- Source information -

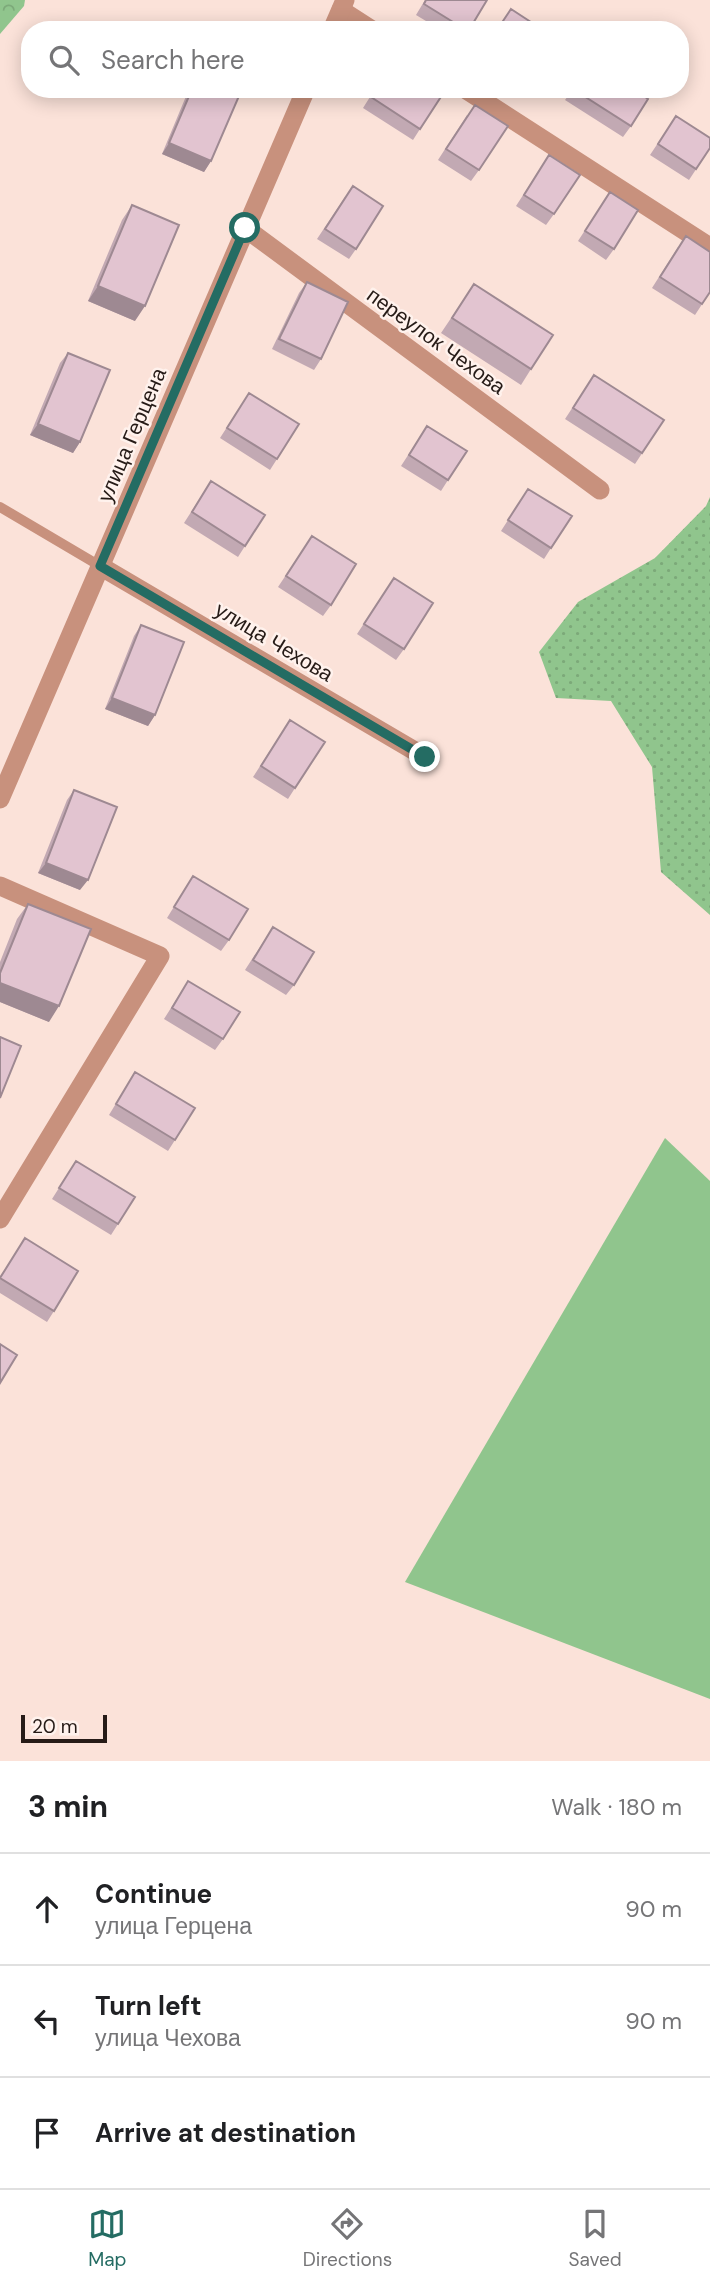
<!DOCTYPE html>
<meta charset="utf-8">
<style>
:root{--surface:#fff;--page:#f2f2f2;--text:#202124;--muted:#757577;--line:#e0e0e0;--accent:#246c63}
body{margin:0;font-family:"DM Sans",sans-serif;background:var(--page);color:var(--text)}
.scale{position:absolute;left:21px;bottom:18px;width:86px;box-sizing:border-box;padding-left:7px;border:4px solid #261b17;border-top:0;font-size:19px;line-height:24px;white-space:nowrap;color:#261b17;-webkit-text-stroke:5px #fff2ed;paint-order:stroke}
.stop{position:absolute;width:21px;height:21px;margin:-16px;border:5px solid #246c63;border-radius:50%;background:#fff}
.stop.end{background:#246c63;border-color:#fff;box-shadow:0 2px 7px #0008}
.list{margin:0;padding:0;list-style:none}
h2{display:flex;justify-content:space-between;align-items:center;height:91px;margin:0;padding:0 28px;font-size:30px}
h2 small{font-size:23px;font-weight:400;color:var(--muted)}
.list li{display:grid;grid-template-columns:46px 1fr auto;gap:21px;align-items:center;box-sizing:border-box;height:112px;padding:0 28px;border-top:2px solid var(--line)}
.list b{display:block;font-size:26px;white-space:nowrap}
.list p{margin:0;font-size:23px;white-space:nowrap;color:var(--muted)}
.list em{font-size:23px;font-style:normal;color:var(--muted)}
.icon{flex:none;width:38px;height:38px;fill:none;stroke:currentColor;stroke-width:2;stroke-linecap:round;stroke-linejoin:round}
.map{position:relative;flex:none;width:710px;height:1761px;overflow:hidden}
.search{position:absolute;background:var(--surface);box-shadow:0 4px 18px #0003;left:21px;right:21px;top:21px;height:77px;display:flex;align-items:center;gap:18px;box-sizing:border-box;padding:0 24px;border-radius:28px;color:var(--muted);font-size:26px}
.sheet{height:427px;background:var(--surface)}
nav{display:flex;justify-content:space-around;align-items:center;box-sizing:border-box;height:98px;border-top:2px solid var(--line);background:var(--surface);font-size:19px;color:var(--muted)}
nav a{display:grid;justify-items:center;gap:4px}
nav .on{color:var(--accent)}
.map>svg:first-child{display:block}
.grass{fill:url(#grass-dots)}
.forest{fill:url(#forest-crowns)}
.green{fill:#90c58d}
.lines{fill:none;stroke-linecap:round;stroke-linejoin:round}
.service{stroke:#c8917d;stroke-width:10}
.minor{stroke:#c8917d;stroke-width:19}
.tertiary{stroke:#c8917d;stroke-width:19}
.wall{fill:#c2a9b3}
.shaded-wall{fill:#9e8992}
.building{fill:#e2c4d0;stroke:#9e8992;stroke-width:2}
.route{stroke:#246c63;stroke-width:9}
.labels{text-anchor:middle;stroke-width:5;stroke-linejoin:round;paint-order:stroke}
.street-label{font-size:21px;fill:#261b17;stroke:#fff2ed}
</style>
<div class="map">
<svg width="710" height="1761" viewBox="0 0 710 1761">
<defs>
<pattern id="grass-dots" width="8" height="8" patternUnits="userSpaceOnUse" patternTransform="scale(1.75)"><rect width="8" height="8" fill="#90c58d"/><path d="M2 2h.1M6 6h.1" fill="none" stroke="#7ca979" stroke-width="1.8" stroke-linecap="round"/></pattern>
<pattern id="forest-crowns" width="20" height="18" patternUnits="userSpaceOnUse" patternTransform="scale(1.75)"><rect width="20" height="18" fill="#90c58d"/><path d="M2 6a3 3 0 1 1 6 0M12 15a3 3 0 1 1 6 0" fill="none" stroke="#7ca979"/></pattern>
</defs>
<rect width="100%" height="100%" fill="#fbe2d9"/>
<path class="grass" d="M710 497V915L661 872 652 767 611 701 556 698 539 652 578 602 655 558 706 506Z"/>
<path class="forest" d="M0 0H25L24 6 0 34Z"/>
<path class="green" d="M665 1138 710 1181V1699L405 1582Z"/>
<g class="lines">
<path class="service" d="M0 507 100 566"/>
<path class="minor" d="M341 10 372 30
M465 89 710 247
M245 228 600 490
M100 566 425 757
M0 886 160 956 0 1219"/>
<path class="tertiary" d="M332 30 345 0
M0 799 306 89"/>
</g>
<path class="wall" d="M425 0H487L469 30H441L416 15Z
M189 89H242L211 161 204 172 162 154Z
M375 89 420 129 413 140 363 108Z
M573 89 631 126 623 137 565 100Z
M467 115 479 170 471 181 438 160Z
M676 116 710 148 689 180 650 155Z
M549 155 554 214 546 225 516 206Z
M610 192 614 249 606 260 578 241Z
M345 197 356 249 349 259 317 239Z
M132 205 135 321 88 301 122 220Z
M678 247 710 292 695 315 652 288Z
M307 282 321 359 314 370 272 349 299 293Z
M474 284 531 369 521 385 441 333Z
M68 353 80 442 73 453 30 435 60 363Z
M594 375 664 420 635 464 565 419Z
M249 393 277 459 270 470 220 438Z
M427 426 448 480 441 491 401 466Z
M211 481 245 546 238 557 184 523Z
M528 489 551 548 544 559 501 531Z
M312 536 331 605 323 616 278 587Z
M394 578 404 649 396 660 357 634Z
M141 625 155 715 148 726 105 709 134 636Z
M290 720 295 788 288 799 253 777Z
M74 790 80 890 38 873 67 800Z
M193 876 229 940 221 951 167 918Z
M28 904 49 1022 0 1002V962L17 919Z
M273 927 294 985 286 995 245 970Z
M188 981 223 1039 215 1050 164 1019Z
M135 1072 175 1140 168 1151 109 1115Z
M76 1161 118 1224 111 1235 52 1199Z
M25 1238 54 1311 47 1322 0 1293V1277Z"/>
<path class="shaded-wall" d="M169 143 211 161 204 172 162 154Z
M98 286 145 306 135 321 88 301Z
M38 424 80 442 73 453 30 435Z
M112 698 155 715 148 726 105 709Z
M46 863 88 880 80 890 38 873Z
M0 983 59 1006 49 1022 0 1002Z"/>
<path class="building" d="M426 0H487L469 30H466L424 4Z
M511 9 543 30H497Z
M192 89H242L211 161 169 143Z
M376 89H446L420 129 371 97Z
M573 89H634L648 99 631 126Z
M475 105 508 126 479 170 446 149Z
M676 116 710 138V148L696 169 658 144Z
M549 155 580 175 554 214 524 195Z
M353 186 383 206 356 249 325 229Z
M610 192 638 210 614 249 585 231Z
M132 205 179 225 145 306 98 286Z
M686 236 710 252V292L702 304 660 277Z
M307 282 348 302 321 359 279 339Z
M474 284 553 335 531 369 452 318Z
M68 353 110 370 80 442 38 424Z
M594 375 664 420 642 453 573 408Z
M249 393 299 424 277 459 227 428Z
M427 426 467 451 448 480 409 455Z
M211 481 265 515 245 546 192 512Z
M528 489 572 516 551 548 508 520Z
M312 536 356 564 331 605 286 576Z
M394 578 433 603 404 649 364 624Z
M141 625 184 642 155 715 112 698Z
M290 720 325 742 295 788 261 766Z
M74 790 117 807 88 880 46 863Z
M193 876 248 909 229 940 174 907Z
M28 904 91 929 59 1006 0 983V973Z
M273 927 314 952 294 985 253 960Z
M188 981 240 1012 223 1039 172 1008Z
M0 1037 21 1046 0 1098Z
M135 1072 195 1108 175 1140 116 1104Z
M76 1161 135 1197 118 1224 59 1188Z
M25 1238 78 1271 54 1311 0 1278Z
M0 1344 17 1355 0 1383Z"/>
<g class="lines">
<path class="route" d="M245 228 100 566 425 757"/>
</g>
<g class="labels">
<g class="street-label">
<text transform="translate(436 341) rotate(36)" y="7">переулок Чехова</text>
<text transform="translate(132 435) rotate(-67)" y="7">улица Герцена</text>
<text transform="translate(274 642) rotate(31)" y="7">улица Чехова</text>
</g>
</g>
</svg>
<div class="scale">20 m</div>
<div class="stop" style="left:245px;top:228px"></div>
<div class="stop end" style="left:425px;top:757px"></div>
<div class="search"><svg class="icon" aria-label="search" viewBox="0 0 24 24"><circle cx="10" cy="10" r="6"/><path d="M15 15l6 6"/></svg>Search here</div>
</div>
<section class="sheet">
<h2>3 min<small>Walk · 180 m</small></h2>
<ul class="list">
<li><svg class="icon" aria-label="ahead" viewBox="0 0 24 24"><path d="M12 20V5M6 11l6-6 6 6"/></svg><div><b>Continue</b><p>улица Герцена</p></div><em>90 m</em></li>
<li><svg class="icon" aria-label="left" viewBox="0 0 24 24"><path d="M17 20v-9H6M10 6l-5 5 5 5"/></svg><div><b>Turn left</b><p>улица Чехова</p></div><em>90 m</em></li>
<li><svg class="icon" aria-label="arrive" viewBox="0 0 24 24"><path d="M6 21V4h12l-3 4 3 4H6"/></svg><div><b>Arrive at destination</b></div></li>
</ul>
</section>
<nav>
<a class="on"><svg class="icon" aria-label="map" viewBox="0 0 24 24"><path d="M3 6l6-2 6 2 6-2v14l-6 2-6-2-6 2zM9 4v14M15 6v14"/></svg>Map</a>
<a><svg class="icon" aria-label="directions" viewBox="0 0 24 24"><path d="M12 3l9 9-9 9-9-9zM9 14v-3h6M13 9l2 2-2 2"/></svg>Directions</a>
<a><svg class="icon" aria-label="saved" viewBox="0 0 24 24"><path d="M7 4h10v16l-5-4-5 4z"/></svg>Saved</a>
</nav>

- Requirement -
Answer with the exact lines running from the one that contains "M28 904 91 929 59 1006 0 983V973Z" through the last line of the data. Include no other line.

- Answer -
M28 904 91 929 59 1006 0 983V973Z
M273 927 314 952 294 985 253 960Z
M188 981 240 1012 223 1039 172 1008Z
M0 1037 21 1046 0 1098Z
M135 1072 195 1108 175 1140 116 1104Z
M76 1161 135 1197 118 1224 59 1188Z
M25 1238 78 1271 54 1311 0 1278Z
M0 1344 17 1355 0 1383Z"/>
<g class="lines">
<path class="route" d="M245 228 100 566 425 757"/>
</g>
<g class="labels">
<g class="street-label">
<text transform="translate(436 341) rotate(36)" y="7">переулок Чехова</text>
<text transform="translate(132 435) rotate(-67)" y="7">улица Герцена</text>
<text transform="translate(274 642) rotate(31)" y="7">улица Чехова</text>
</g>
</g>
</svg>
<div class="scale">20 m</div>
<div class="stop" style="left:245px;top:228px"></div>
<div class="stop end" style="left:425px;top:757px"></div>
<div class="search"><svg class="icon" aria-label="search" viewBox="0 0 24 24"><circle cx="10" cy="10" r="6"/><path d="M15 15l6 6"/></svg>Search here</div>
</div>
<section class="sheet">
<h2>3 min<small>Walk · 180 m</small></h2>
<ul class="list">
<li><svg class="icon" aria-label="ahead" viewBox="0 0 24 24"><path d="M12 20V5M6 11l6-6 6 6"/></svg><div><b>Continue</b><p>улица Герцена</p></div><em>90 m</em></li>
<li><svg class="icon" aria-label="left" viewBox="0 0 24 24"><path d="M17 20v-9H6M10 6l-5 5 5 5"/></svg><div><b>Turn left</b><p>улица Чехова</p></div><em>90 m</em></li>
<li><svg class="icon" aria-label="arrive" viewBox="0 0 24 24"><path d="M6 21V4h12l-3 4 3 4H6"/></svg><div><b>Arrive at destination</b></div></li>
</ul>
</section>
<nav>
<a class="on"><svg class="icon" aria-label="map" viewBox="0 0 24 24"><path d="M3 6l6-2 6 2 6-2v14l-6 2-6-2-6 2zM9 4v14M15 6v14"/></svg>Map</a>
<a><svg class="icon" aria-label="directions" viewBox="0 0 24 24"><path d="M12 3l9 9-9 9-9-9zM9 14v-3h6M13 9l2 2-2 2"/></svg>Directions</a>
<a><svg class="icon" aria-label="saved" viewBox="0 0 24 24"><path d="M7 4h10v16l-5-4-5 4z"/></svg>Saved</a>
</nav>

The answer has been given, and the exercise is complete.